— WHAT THE EXERCISE ASKS —
Copy every line that contains the string "FRANK" from the entries below.

— INFORMATION SHOWN —
_ _ _ _ _ _ _
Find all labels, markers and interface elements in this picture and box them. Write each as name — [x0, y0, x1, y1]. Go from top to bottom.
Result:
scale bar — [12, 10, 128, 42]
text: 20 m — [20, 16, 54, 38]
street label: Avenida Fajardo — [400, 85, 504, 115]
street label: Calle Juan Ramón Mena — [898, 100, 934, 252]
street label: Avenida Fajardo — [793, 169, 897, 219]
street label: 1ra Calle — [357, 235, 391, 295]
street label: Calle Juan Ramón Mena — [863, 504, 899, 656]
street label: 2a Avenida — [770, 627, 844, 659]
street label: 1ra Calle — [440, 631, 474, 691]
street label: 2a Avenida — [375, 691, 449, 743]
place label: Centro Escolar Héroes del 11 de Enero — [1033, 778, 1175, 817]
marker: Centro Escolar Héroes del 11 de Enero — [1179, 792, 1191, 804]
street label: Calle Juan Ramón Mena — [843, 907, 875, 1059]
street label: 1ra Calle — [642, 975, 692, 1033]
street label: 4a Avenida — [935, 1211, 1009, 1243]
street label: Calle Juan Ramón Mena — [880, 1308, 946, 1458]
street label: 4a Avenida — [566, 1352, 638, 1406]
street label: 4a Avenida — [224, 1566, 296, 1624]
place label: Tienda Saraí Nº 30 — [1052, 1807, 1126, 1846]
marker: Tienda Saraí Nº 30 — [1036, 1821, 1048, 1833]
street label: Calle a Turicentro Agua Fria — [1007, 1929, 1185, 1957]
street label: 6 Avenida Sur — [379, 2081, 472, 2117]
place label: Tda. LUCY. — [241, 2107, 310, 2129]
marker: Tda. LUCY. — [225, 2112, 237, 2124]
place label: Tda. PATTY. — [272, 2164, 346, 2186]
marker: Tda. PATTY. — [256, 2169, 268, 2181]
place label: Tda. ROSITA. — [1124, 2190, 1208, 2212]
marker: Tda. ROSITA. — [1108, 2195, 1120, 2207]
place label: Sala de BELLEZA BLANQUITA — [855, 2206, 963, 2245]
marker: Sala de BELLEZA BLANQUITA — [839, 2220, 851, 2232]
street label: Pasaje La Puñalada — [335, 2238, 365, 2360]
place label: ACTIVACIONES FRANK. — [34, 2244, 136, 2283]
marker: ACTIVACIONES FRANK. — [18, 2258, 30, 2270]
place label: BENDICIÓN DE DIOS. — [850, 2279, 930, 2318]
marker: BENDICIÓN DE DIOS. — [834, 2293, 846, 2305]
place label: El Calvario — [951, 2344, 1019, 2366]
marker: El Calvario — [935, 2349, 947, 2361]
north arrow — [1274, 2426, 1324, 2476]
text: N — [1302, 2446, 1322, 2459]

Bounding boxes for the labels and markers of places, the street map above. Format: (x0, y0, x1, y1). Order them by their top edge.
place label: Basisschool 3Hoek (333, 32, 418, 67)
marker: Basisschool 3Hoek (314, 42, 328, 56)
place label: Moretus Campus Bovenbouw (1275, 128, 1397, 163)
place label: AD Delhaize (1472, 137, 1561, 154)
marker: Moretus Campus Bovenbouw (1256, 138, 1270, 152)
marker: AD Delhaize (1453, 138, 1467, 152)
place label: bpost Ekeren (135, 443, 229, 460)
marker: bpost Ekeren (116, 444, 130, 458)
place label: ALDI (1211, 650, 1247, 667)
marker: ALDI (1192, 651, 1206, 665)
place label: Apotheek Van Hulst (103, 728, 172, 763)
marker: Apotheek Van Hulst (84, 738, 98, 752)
_ _ _ _ _ _ _
— RESPONSE AREA —
place label: ACTIVACIONES FRANK. — [34, 2244, 136, 2283]
marker: ACTIVACIONES FRANK. — [18, 2258, 30, 2270]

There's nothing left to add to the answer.